HOW TO COMPLETE THIS TASK
Start at the line with "Input: one rendered" in the records below, stop at the line with "I am building", and return every line in that span exactly, the two end lines included.

[[ MATERIAL FOR THIS TASK, beginning ]]

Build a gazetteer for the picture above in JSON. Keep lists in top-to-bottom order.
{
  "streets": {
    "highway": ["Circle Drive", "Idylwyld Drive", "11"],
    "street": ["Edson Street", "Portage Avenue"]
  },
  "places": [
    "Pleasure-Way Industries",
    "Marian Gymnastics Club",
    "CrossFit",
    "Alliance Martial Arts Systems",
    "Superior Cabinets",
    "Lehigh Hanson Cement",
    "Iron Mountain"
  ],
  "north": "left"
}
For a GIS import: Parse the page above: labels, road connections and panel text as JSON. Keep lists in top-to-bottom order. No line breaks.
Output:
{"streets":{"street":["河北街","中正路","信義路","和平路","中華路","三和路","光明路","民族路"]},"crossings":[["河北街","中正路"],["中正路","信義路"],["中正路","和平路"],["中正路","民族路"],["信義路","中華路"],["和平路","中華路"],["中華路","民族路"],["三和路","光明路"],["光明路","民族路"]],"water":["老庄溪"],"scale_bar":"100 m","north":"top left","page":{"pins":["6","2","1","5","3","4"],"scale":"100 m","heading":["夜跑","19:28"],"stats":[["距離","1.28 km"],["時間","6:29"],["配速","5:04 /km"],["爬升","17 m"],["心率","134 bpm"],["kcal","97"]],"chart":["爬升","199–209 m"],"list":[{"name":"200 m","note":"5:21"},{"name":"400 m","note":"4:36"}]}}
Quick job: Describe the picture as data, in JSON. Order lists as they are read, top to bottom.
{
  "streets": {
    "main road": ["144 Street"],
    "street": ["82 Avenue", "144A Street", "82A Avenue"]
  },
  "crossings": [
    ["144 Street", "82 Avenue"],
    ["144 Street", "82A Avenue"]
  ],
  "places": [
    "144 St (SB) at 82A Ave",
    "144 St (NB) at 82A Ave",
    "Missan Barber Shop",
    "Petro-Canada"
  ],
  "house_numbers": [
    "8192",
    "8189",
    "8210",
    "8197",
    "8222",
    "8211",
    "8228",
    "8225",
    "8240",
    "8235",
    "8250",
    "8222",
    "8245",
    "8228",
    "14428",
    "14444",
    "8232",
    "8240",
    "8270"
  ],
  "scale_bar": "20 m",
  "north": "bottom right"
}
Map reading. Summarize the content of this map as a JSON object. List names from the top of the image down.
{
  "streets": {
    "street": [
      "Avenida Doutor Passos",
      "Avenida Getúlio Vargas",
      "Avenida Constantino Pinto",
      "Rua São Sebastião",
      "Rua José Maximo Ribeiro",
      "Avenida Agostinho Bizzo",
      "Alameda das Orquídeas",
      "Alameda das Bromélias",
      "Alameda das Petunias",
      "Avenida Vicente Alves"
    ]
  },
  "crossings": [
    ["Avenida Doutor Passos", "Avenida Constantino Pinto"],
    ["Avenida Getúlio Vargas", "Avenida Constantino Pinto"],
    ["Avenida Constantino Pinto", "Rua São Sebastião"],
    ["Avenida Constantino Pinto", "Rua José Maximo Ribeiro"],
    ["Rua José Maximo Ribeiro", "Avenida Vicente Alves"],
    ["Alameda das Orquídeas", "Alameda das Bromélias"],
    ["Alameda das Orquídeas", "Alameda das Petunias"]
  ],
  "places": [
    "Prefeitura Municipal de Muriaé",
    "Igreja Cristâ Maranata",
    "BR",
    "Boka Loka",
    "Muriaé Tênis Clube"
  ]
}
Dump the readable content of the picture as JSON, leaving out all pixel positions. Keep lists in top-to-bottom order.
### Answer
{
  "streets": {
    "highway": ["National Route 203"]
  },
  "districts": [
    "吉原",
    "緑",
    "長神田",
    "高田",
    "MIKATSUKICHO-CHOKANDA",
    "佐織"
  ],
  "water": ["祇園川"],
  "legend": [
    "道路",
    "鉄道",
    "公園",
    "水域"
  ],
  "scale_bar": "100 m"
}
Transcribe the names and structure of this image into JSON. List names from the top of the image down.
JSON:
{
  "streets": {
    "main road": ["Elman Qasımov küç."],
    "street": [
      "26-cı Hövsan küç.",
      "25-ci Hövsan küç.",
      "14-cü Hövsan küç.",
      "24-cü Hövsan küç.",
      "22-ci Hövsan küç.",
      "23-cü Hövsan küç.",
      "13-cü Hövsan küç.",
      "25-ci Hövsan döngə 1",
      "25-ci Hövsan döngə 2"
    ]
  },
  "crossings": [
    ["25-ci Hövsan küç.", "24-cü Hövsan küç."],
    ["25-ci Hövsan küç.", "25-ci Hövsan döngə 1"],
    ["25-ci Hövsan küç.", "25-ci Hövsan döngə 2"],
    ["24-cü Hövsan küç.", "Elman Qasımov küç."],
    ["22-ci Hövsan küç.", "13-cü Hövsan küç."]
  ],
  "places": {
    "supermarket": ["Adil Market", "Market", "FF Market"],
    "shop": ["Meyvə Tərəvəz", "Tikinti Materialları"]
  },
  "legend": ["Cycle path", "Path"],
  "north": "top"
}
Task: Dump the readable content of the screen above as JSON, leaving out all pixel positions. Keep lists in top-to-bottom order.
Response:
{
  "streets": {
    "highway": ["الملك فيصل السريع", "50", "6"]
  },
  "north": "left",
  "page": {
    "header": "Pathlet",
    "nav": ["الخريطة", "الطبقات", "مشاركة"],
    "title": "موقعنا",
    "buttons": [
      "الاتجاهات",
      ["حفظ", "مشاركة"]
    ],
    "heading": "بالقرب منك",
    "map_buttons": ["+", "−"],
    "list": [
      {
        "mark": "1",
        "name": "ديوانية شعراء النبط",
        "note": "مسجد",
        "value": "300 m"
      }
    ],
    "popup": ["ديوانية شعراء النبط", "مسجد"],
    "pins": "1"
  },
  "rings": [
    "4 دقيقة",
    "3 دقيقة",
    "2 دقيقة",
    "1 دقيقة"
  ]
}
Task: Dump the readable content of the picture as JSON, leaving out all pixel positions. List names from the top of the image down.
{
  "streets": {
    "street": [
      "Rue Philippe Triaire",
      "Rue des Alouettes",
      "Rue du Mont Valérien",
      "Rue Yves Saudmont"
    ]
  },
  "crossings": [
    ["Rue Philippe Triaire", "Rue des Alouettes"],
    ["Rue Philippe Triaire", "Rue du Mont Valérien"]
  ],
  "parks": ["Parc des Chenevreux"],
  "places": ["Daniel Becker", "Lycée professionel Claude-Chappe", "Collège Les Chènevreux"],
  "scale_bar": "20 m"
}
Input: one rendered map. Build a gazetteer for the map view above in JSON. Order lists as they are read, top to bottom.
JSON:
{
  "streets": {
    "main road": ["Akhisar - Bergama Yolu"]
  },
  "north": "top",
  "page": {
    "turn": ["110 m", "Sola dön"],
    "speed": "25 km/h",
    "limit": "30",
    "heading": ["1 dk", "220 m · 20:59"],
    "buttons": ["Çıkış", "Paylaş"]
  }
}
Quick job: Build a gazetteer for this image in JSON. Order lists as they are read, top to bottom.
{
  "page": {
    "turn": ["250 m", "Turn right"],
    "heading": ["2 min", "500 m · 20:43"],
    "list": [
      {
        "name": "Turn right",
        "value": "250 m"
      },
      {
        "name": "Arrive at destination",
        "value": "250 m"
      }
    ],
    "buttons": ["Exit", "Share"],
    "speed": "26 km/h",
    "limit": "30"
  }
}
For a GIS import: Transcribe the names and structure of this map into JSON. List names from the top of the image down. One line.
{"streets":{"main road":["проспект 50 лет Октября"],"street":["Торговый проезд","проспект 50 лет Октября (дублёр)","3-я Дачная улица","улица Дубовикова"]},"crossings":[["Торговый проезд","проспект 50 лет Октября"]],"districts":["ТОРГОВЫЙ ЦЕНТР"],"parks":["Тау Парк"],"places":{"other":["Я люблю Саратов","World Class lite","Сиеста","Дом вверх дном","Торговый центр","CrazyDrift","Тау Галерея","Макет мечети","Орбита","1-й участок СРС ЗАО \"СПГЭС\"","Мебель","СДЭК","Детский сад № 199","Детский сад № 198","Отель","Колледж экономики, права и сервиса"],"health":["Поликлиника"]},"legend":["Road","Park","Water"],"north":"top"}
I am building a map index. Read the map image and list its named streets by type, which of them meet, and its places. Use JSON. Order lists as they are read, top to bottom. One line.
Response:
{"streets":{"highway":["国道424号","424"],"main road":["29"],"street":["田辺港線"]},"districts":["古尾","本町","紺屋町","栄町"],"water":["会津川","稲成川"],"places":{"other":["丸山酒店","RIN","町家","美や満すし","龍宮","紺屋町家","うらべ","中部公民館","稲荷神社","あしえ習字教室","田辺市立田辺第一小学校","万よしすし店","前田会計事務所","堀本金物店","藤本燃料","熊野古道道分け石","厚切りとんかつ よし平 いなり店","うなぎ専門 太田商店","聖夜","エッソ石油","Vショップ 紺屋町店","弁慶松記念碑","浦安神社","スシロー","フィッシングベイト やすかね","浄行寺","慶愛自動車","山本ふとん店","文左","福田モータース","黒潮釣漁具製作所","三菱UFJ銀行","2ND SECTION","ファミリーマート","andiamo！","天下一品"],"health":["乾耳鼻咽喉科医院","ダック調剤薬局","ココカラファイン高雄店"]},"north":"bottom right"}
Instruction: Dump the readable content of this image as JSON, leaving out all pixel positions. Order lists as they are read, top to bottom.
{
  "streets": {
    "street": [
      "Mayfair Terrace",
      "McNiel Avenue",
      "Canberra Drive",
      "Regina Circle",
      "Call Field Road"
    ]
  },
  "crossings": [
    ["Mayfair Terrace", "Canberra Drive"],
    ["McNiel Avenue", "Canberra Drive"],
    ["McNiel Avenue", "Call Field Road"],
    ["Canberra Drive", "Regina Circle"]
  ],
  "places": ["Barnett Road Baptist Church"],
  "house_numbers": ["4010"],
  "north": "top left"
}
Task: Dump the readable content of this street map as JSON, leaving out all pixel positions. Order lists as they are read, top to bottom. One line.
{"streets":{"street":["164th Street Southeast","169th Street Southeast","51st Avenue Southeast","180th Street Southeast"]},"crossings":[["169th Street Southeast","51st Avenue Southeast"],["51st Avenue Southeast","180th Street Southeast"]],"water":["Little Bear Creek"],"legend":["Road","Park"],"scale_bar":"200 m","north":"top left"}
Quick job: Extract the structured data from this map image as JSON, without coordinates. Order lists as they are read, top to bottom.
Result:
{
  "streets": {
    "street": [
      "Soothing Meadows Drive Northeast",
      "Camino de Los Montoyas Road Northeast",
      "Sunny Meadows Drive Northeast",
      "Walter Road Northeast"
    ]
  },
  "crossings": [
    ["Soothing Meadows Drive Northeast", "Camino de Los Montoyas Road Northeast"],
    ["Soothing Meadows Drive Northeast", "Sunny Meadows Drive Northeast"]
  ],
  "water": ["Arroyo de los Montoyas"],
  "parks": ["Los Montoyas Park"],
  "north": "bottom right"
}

[[ MATERIAL FOR THIS TASK, end ]]

OUTPUT FOR THIS TASK
Input: one rendered map. Build a gazetteer for the map view above in JSON. Order lists as they are read, top to bottom.
JSON:
{
  "streets": {
    "main road": ["Akhisar - Bergama Yolu"]
  },
  "north": "top",
  "page": {
    "turn": ["110 m", "Sola dön"],
    "speed": "25 km/h",
    "limit": "30",
    "heading": ["1 dk", "220 m · 20:59"],
    "buttons": ["Çıkış", "Paylaş"]
  }
}
Quick job: Build a gazetteer for this image in JSON. Order lists as they are read, top to bottom.
{
  "page": {
    "turn": ["250 m", "Turn right"],
    "heading": ["2 min", "500 m · 20:43"],
    "list": [
      {
        "name": "Turn right",
        "value": "250 m"
      },
      {
        "name": "Arrive at destination",
        "value": "250 m"
      }
    ],
    "buttons": ["Exit", "Share"],
    "speed": "26 km/h",
    "limit": "30"
  }
}
For a GIS import: Transcribe the names and structure of this map into JSON. List names from the top of the image down. One line.
{"streets":{"main road":["проспект 50 лет Октября"],"street":["Торговый проезд","проспект 50 лет Октября (дублёр)","3-я Дачная улица","улица Дубовикова"]},"crossings":[["Торговый проезд","проспект 50 лет Октября"]],"districts":["ТОРГОВЫЙ ЦЕНТР"],"parks":["Тау Парк"],"places":{"other":["Я люблю Саратов","World Class lite","Сиеста","Дом вверх дном","Торговый центр","CrazyDrift","Тау Галерея","Макет мечети","Орбита","1-й участок СРС ЗАО \"СПГЭС\"","Мебель","СДЭК","Детский сад № 199","Детский сад № 198","Отель","Колледж экономики, права и сервиса"],"health":["Поликлиника"]},"legend":["Road","Park","Water"],"north":"top"}
I am building a map index. Read the map image and list its named streets by type, which of them meet, and its places. Use JSON. Order lists as they are read, top to bottom. One line.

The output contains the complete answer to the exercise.